Juan Pujol Garcia

"This is the crowning achievement of the long and glorious history of the British Secret Service." - Winston Churchill

"This is the crowning achievement of the long and glorious history of the British Secret Service." - Winston Churchill

Being the guy who almost single-handedly ensured that the Germans were completely unprepared the Allied invasion of Normandy is pretty damn impressive.  Doing it without so much as lifting a rifle is so badass that I think I just crapped.

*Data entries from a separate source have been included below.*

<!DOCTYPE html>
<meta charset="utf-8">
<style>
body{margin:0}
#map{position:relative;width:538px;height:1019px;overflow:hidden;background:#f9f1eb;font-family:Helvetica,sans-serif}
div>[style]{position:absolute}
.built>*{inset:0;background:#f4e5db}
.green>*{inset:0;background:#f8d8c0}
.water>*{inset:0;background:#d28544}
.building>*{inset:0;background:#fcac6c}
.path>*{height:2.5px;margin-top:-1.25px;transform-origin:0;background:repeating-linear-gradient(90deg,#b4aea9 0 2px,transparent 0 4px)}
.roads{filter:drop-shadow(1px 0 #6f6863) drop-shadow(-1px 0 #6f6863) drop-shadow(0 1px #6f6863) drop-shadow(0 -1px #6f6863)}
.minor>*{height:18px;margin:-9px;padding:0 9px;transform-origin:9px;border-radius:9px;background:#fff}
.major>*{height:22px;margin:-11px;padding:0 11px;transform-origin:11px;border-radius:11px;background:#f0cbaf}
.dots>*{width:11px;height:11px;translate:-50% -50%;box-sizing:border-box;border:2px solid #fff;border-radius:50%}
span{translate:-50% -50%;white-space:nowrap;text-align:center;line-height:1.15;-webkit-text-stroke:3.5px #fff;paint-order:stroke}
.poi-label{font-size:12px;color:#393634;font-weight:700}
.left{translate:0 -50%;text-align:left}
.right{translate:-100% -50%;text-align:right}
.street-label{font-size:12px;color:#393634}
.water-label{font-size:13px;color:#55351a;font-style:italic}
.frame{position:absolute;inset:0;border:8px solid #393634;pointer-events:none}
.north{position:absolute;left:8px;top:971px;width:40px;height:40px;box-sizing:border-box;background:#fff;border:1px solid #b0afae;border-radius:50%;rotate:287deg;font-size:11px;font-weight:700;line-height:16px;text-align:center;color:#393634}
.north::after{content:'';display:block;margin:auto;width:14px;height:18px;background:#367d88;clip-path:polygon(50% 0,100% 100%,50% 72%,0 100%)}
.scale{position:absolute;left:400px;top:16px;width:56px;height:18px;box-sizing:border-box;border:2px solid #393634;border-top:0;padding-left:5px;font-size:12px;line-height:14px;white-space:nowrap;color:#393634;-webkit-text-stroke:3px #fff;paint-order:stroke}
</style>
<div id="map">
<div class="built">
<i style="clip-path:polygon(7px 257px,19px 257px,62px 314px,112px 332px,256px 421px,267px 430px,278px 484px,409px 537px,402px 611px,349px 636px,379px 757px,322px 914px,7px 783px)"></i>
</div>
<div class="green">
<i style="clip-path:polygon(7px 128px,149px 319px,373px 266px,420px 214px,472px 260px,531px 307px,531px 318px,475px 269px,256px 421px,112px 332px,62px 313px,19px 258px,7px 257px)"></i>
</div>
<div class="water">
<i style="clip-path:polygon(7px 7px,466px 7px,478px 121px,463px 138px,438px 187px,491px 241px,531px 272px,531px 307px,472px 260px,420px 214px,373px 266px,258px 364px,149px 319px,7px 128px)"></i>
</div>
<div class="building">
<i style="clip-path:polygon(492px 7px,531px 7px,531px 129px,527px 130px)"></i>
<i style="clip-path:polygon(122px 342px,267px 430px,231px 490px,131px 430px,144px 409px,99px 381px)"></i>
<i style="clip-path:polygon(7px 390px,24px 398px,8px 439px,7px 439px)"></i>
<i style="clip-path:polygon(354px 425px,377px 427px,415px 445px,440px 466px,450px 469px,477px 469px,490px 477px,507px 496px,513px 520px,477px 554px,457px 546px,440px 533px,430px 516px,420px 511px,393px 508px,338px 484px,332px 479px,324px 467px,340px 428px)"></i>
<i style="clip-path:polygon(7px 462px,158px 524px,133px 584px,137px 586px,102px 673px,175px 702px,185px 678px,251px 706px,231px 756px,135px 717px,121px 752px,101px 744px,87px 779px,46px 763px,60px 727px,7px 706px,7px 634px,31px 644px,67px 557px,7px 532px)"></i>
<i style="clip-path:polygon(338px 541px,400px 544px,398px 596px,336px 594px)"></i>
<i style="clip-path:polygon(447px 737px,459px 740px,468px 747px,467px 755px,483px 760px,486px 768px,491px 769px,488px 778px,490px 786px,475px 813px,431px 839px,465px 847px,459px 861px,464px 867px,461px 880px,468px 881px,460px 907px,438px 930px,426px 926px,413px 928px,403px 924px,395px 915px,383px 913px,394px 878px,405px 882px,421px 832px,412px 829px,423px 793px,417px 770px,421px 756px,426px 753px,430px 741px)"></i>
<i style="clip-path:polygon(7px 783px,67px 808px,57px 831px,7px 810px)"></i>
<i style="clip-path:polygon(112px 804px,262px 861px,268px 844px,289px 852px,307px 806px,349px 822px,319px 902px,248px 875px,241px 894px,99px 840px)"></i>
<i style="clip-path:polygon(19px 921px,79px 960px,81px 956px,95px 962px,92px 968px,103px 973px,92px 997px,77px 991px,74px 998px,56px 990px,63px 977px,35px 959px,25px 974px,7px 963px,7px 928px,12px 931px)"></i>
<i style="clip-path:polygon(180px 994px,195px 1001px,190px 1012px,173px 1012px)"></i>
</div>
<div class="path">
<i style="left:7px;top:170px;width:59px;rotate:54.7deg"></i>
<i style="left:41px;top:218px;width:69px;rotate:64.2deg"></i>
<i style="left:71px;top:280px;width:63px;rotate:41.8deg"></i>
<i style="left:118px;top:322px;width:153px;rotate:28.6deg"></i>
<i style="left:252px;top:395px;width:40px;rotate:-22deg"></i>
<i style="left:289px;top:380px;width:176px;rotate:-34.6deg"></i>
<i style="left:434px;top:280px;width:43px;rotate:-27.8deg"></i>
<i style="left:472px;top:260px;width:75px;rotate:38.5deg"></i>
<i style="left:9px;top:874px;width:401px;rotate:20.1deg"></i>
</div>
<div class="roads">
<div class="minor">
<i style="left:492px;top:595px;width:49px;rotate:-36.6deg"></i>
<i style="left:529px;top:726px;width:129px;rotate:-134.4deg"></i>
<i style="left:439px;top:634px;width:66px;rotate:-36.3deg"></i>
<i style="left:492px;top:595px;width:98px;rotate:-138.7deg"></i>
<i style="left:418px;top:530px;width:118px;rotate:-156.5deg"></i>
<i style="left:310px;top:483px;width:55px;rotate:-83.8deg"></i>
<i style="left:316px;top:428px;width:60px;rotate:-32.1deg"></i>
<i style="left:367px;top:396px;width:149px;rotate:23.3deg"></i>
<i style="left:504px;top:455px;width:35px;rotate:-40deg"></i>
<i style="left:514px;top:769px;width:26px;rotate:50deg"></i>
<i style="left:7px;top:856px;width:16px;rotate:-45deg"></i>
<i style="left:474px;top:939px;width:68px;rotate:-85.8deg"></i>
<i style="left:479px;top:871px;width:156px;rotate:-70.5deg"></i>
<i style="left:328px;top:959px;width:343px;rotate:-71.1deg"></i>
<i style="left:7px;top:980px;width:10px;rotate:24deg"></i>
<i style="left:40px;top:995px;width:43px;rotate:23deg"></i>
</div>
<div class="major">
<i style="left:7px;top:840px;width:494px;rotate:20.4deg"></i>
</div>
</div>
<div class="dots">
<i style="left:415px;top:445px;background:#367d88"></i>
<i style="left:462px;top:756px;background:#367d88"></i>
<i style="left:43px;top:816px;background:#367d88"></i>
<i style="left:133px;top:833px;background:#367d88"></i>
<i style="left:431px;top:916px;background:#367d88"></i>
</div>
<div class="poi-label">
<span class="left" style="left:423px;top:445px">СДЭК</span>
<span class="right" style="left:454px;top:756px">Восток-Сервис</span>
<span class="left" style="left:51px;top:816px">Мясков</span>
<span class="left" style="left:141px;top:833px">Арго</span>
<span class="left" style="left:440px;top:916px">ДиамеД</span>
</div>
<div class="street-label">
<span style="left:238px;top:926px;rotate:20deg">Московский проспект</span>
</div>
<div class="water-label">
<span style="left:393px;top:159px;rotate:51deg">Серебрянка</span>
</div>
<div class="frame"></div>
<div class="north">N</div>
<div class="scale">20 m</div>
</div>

Juan Pujol Garcia, the man who may possibly be the most successful double-agent in history, is the complete opposite of everything you think about when you think of badass secret agents.  He was ordinary-looking, married, balding, and wore kind of nerdy glasses, and never owned a wristwatch that shot lasers.  He never snuck into a top-secret high-security enemy facility disguised as a frogman, flying side-kicked a dude into a nuclear reactor, and stole biological weapons schematics from a rogue terrorist nation.  He didn't lead foreign authorities on high-speed car chases through crowded streets, plow commandeered armored vehicles through blown glass museums, or stop the Doomsday Laser from fragnosticating the human population into radioactive ash by flicking a coin into the machine seconds before it activated.  He didn't have illicit affairs, sleep with piles of beautiful women stacked up on top of each other, or gamble away millions in complicated casino table games that don't make any goddamned sense to anybody watching.  No, this unconventional spy-tastic badass had one thing going for him – he was probably the best bullshit artist ever.  That's all he needed to weave a web of intrigue so hardcore it would make Tom Clancy start barfing blood.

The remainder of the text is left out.